[e2e] Are we doing sliding window in the Internet?

Randy Bush randy at psg.com
Fri Jan 4 18:33:57 PST 2008

generally agree except for two points

> So let me suggest that the nice thing about the Internet is that in 
> general, the core of the network doesn't care about the details of the 
> end-to-end protocols that users deploy in their machines.
> There is much anxiety about "congestion control" and "fairness", of 
> course.  But ultimately, the network , the IETF, and the access 
> providers that provide the last 10 meters are not the arbiters of such 
> things. (in fact, the point is that the end users collectively have much 
> more knowledge about what they are trying to do than the network 
> routers, owners, and standardizers ever can).  Thus, the end users 
> ultimately get involved in the definition of what's fair, once they've 
> paid for the right to originate packets to each other.
> Yeah, if the end users decide to get in fights among themselves, they 
> get into fights.  It's simple as that.  It's no different than Pakistan 
> or Kenya today.   If enough of the people decide that they want to have 
> a civil war, the government is not going to stop them.

given that people are being murdered, i do not look at kenya, pakistan, 
iraq, ... as positive examples.

> Fortunately, people are generally sensible after a while.   Companies 
> like Microsoft and projects like Linux generally can help by not 
> creating self-sustaining catastrophic protocol structures and 
> disseminatng them.   But generally they don't for long.

as someone trying to get microsoft to fix their seriously show-stopping 
bug that winxp with v6 turned on refuses to use v6 for dns transport, 
this is not one of my more optimistic days on this front.  "buy vista" 
my ass; we have O(10^6) winxp customer users out there.

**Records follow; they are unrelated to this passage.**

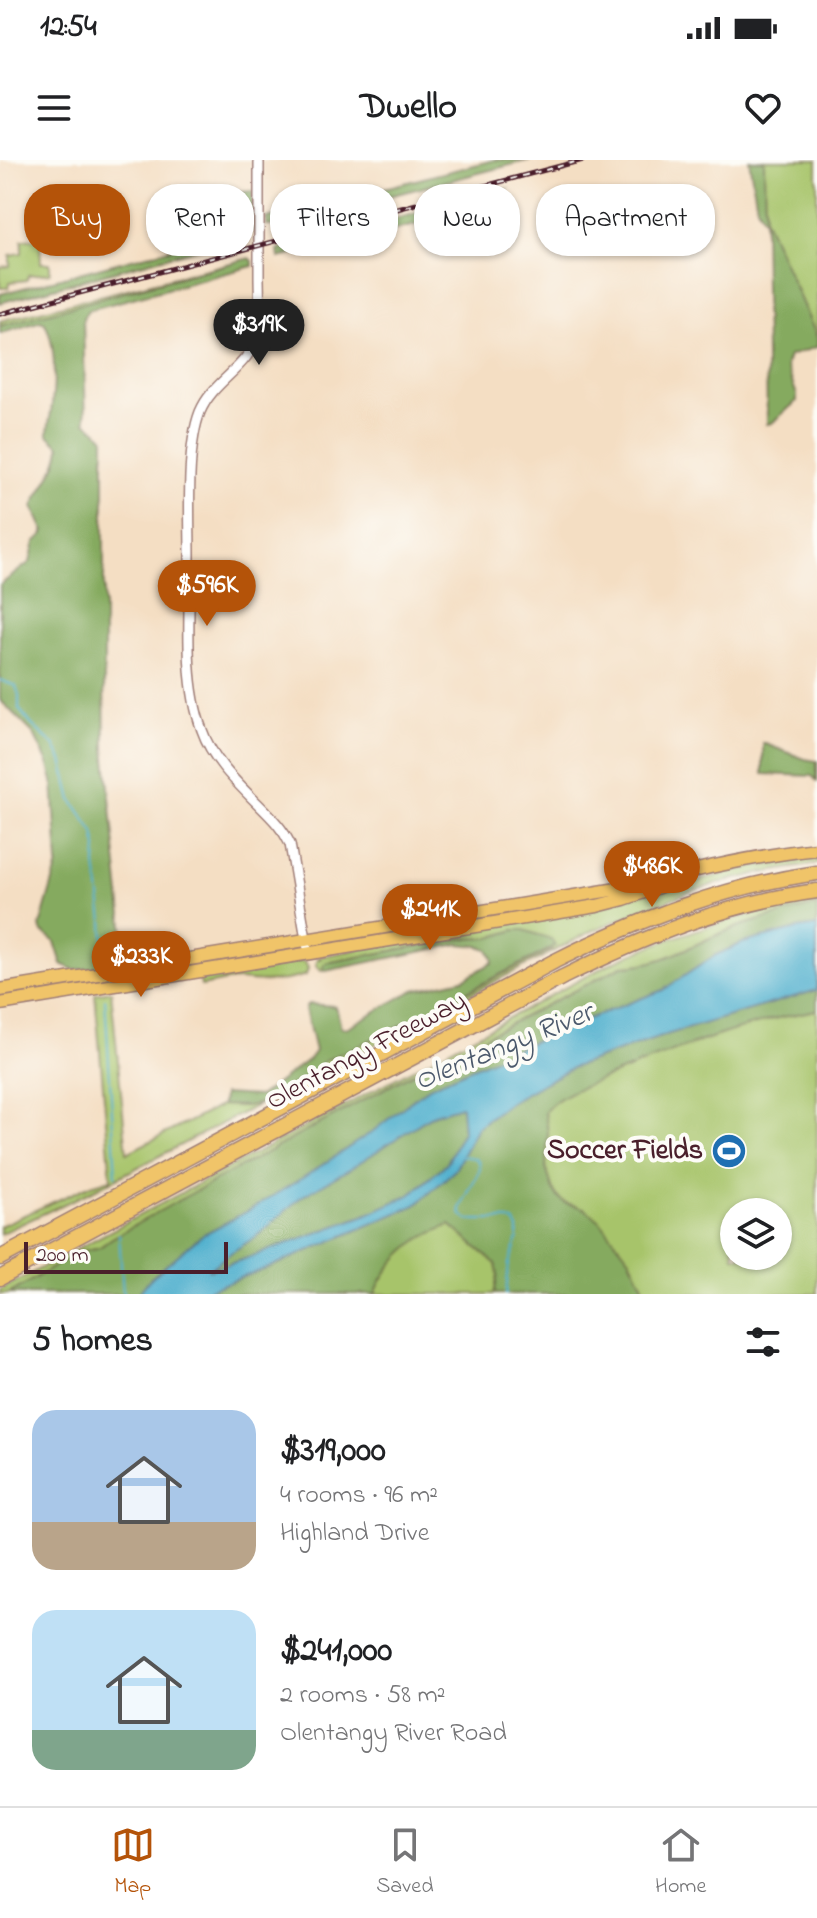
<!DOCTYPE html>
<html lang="en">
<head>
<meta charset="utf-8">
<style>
	body { margin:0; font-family:"Indie Flower",sans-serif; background:#f6f6f6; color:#202124; height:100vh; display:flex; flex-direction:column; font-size:30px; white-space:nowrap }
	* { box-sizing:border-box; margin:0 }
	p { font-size:26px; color:#757577 }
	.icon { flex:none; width:44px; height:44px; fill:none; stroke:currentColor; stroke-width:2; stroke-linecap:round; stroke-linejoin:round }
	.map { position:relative; height:1134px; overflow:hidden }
	.drawer { display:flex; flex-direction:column; background:#fff; flex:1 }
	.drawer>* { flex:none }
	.guide { position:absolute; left:24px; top:24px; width:770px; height:72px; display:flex; gap:16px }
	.tools { position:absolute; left:720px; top:1038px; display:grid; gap:16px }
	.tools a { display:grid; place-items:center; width:72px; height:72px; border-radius:50%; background:#fff; box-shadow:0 2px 6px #0004; font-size:40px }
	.scale { position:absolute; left:24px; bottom:20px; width:204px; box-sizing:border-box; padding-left:8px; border:4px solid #4a1f2b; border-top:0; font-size:22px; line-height:28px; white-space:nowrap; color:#4a1f2b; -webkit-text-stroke:6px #fdfcf7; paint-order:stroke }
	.price { position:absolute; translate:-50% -68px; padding:0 18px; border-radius:28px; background:#b45309; color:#fff; font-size:26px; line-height:52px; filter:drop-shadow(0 2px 4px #0008) }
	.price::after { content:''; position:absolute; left:50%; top:48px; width:24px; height:18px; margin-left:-12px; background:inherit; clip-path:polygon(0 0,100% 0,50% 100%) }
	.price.current { background:#222; color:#fff }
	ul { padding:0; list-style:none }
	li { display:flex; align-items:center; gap:24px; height:200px; padding:0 32px }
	li span { display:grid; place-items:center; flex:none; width:224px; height:160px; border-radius:24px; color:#555 }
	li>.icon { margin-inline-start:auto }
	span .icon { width:96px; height:96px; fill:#fffc; stroke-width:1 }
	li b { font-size:34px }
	h2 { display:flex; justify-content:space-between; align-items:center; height:96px; padding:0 32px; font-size:34px }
	.tag { padding:0 28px; border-radius:32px; background:#fff; box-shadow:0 2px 6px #0004; font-size:28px; line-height:72px }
	.tag.current { background:#b45309; color:#fff }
	.status { display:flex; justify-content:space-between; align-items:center; height:56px; padding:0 40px; background:#fff; direction:ltr }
	.status svg { height:22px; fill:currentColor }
	header { display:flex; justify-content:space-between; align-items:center; height:104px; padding:0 32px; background:#fff; font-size:36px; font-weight:700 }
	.tab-bar { display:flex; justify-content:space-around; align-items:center; height:112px; border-top:2px solid #e0e0e0; background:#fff; font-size:22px; color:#757577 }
	.tab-bar a { display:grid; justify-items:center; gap:4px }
	.tab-bar .current { color:#b45309 }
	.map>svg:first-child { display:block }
	.green { fill:#a7c46b; stroke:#78724b; stroke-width:2; fill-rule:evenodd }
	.forest { fill:#85aa5f; stroke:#686445; stroke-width:2 }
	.water { fill:#4eafcd; stroke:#4c677c; stroke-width:2; fill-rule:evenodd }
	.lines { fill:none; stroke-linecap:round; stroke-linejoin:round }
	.stream { stroke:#4eafcd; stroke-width:2 }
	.minor-casing { stroke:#9f7e77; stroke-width:12 }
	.major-casing { stroke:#9f7e77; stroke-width:15 }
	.highway-casing { stroke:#9f7e77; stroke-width:17 }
	.minor { stroke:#fff; stroke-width:9 }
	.major { stroke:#f0c469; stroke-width:12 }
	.highway { stroke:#f0c469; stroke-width:14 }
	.rail-casing { stroke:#4a1f2b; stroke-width:5 }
	.rail { stroke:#fdfcf7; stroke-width:2; stroke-dasharray:6; stroke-linecap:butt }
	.labels { text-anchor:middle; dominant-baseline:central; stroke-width:8; stroke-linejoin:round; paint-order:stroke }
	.street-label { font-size:28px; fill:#4a1f2b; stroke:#fdfcf7 }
	.poi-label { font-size:28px; font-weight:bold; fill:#4a1f2b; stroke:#fdfcf7; text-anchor:end }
	.water-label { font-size:30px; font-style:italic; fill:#4c596c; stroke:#fdfcf7 }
</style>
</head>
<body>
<div class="status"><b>12:54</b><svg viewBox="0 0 49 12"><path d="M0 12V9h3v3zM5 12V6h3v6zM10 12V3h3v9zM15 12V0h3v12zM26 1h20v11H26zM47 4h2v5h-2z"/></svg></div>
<header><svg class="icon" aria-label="menu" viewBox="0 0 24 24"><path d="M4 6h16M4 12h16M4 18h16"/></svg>Dwello<svg class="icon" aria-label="heart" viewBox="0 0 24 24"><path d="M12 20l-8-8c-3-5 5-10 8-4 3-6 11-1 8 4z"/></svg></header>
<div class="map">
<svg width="817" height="1134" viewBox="0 0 817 1134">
	<rect width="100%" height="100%" fill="#fdfcf7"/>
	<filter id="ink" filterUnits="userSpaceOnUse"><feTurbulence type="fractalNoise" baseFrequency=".0125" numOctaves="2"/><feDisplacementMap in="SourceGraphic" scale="16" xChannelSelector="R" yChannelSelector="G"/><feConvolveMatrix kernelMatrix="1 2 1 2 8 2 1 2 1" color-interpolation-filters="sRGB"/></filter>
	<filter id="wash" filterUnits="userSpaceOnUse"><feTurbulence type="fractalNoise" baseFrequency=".006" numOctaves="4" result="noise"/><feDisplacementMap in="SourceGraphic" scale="32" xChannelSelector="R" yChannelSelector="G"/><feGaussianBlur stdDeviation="1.8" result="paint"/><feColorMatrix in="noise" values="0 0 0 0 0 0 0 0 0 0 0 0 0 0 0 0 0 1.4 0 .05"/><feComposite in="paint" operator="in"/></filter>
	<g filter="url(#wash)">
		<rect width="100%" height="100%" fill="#f4dec3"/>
		<!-- green -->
		<path class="green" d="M764 0H817V177L764 60Z
			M40 79 41 103H50V113L28 115 27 120 10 122 9 128H0V107L10 106V95L22 93V80Z
			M250 98 6 165 0 166V161Z
			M817 698V704C794 708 771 711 749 716 695 727 644 749 594 770L96 1029 0 1074V1066L91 1025 111 1019 95 834 111 831 127 993 222 945 246 946 304 918 326 900 382 875 552 789 524 770H515L490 778 458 779 326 803 323 807 326 811H321L316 805 318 799H321L319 797 676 727 745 708Z
			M817 741V745C787 753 756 760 727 771 690 785 663 806 622 806L112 1078 100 1087 78 1092 9 1134H0V1130L611 803C677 773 745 753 817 741Z
			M292 801 305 802 308 808 306 815C285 822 262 823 241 820 229 819 214 824 201 826L199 816Z
			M817 830V1134H196L477 967ZM734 1052H778V1096H734Z"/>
		<!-- forest -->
		<path class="forest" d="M494 0H530L272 66H267L266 58Z
			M749 0H764L765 60 817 177V187L789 196 786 205 797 235V241L772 263 767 264 764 60 757 47Z
			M508 29 494 46 279 98 278 90Z
			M253 31V70L249 74 0 143V134L177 87 180 81V40Z
			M250 98 253 101V106L88 150 83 158 86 262 104 277V517L105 588 127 804 74 810 62 804 55 782 41 771 40 766 58 704 53 621 48 603 33 573 0 540V425L30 402 35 382 44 374V370L33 347C40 328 59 309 60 286L48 275C48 265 51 255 52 244 55 219 56 186 45 163L41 161 0 174V166Z
			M763 583 805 599 817 601V621L812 616 763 614Z
			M817 745V766L798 769 743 783 716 795 663 830 564 868 429 927 372 972 304 1017 248 1051 202 1075 150 1119 138 1134H9L78 1092 100 1087 112 1078 181 1039 404 918 622 806C662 806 690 785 727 771 756 760 787 753 817 745Z
			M515 770H524L551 779 555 785 552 788 382 875 326 900 304 918 258 944 246 946 222 945 223 934 260 936 309 899 315 891 305 849 308 844 334 846 337 851 341 867 346 868 414 830 463 819 492 803 493 799 488 789 478 786 459 784 326 811 323 807 326 803 458 779 490 778Z
			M817 830V850C747 862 681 888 615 914 594 923 558 933 545 952L548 972 546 1008 553 1030 559 1038 566 1043 584 1048 599 1060 630 1099 647 1134H494L498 1115 496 1104 450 1065C440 1070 430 1073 420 1079 401 1091 383 1113 375 1134H196L268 1108 416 1045 455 1010 477 967 511 941 571 908 669 874Z
			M461 946 463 971 447 1003 410 1035 363 1056 242 1100 205 1111 229 1094 257 1076 301 1037 351 1008 434 954Z"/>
		<!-- water -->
		<path class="water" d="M817 766V830L669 874 571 908 511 941 477 967 455 1010 416 1045 268 1108 196 1134H138L150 1119 202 1075 248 1051 304 1017 372 972 429 927 564 868 663 830 716 795 743 783 798 769ZM461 946 463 971 447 1003 410 1035 363 1056 242 1100 208 1110 229 1094 257 1076 301 1037 351 1008 434 954Z"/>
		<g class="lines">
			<!-- stream -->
			<path class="stream" d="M0 520 16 526 19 535V549L32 565 54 585 62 600 72 640 94 672 97 687 96 705 103 761 104 788
				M105 839 116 1016
				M462 996 475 998 479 1002 480 1009 461 1047V1054L468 1060H509L515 1063 518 1069V1079L509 1103 506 1134
				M119 1074 123 1134"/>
		</g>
	</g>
	<g filter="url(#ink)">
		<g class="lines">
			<!-- minor casing -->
			<g class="minor-casing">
				<path id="minor" d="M259 0C259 38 259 77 259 115 259 134 261 157 257 175 249 208 213 220 200 252 186 288 190 356 190 396 190 450 183 520 202 570 212 599 235 621 256 642 270 656 282 667 290 684L307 785"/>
			</g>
			<!-- major casing -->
			<g class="major-casing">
				<path id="major" d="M0 830 623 728C687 712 751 696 817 689
					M0 844 597 746 624 739 673 722"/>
			</g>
			<!-- highway casing -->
			<g class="highway-casing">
				<path id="highway" d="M0 1098 555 801C639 759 724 726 817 713
					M0 1118 563 817C644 777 727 743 817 731"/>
			</g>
			<!-- minor -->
			<use href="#minor" class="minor"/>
			<!-- major -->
			<use href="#major" class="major"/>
			<!-- highway -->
			<use href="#highway" class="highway"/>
			<!-- rail casing -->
			<g class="rail-casing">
				<path id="rail" d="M0 154 583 0"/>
			</g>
			<!-- rail -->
			<use href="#rail" class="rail"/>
		</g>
	</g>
	<!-- icons -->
	<defs>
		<g id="stadium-disc" transform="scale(1.8)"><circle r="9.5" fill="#1f6fb2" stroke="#fdfcf7"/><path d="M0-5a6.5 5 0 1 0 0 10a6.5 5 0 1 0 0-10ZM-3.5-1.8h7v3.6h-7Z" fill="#fff"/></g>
	</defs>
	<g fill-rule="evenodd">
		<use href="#stadium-disc" x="729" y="991"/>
	</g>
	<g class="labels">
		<!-- street labels -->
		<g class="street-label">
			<text transform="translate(367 892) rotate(-28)">Olentangy Freeway</text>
		</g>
		<!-- poi labels -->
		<g class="poi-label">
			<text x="703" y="991">Soccer Fields</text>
		</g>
		<!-- water labels -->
		<g class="water-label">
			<text transform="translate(504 888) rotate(-22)">Olentangy River</text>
		</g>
	</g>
</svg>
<div class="tools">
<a><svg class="icon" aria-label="layers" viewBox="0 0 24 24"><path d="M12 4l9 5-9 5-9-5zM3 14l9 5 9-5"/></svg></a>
</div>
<div class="scale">200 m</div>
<b class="price current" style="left:259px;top:207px">$319K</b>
<b class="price" style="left:207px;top:468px">$596K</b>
<b class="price" style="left:652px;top:749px">$486K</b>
<b class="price" style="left:430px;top:792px">$241K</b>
<b class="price" style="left:141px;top:839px">$233K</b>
<div class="guide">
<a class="tag current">Buy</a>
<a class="tag">Rent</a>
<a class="tag">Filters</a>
<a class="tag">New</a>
<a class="tag">Apartment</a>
</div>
</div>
<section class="drawer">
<h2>5 homes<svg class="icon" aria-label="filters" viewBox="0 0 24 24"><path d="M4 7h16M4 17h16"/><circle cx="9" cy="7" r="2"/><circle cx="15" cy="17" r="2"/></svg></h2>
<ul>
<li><span style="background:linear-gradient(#a9c7e8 70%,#b9a48a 0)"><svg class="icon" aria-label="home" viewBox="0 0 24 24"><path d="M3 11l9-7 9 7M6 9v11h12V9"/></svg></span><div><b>$319,000</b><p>4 rooms · 96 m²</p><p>Highland Drive</p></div></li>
<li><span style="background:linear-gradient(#bfe0f5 75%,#7fa58c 0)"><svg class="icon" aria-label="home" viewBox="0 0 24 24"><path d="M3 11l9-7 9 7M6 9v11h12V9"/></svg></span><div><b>$241,000</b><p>2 rooms · 58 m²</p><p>Olentangy River Road</p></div></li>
</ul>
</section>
<nav class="tab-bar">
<a class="current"><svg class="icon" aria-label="map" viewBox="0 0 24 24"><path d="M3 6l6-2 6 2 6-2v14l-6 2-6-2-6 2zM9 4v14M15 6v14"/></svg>Map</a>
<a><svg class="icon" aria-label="saved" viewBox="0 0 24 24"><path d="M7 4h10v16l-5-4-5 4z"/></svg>Saved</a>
<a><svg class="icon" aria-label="home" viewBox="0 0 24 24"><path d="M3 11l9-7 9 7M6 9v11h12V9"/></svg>Home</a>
</nav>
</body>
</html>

> Bluetooth and WiFi protocols were at risk of jamming each other.  But 
> realizing that that would not do anyone any good, they came up with a 
> pragmatic set of ameliorations.   Those were hardly "optimum", but in 
> practice they worked well enough.
> If CUBIC turns out to be an actual nightmare, Linux has ways to 
> distribute updates that ameliorate the problem.   I doubt it will get 
> that bad in practice - Linux users are still pretty thin, and they do 
> tend to download and apply patches much more rapidly than any other 
> class of system users on the planet.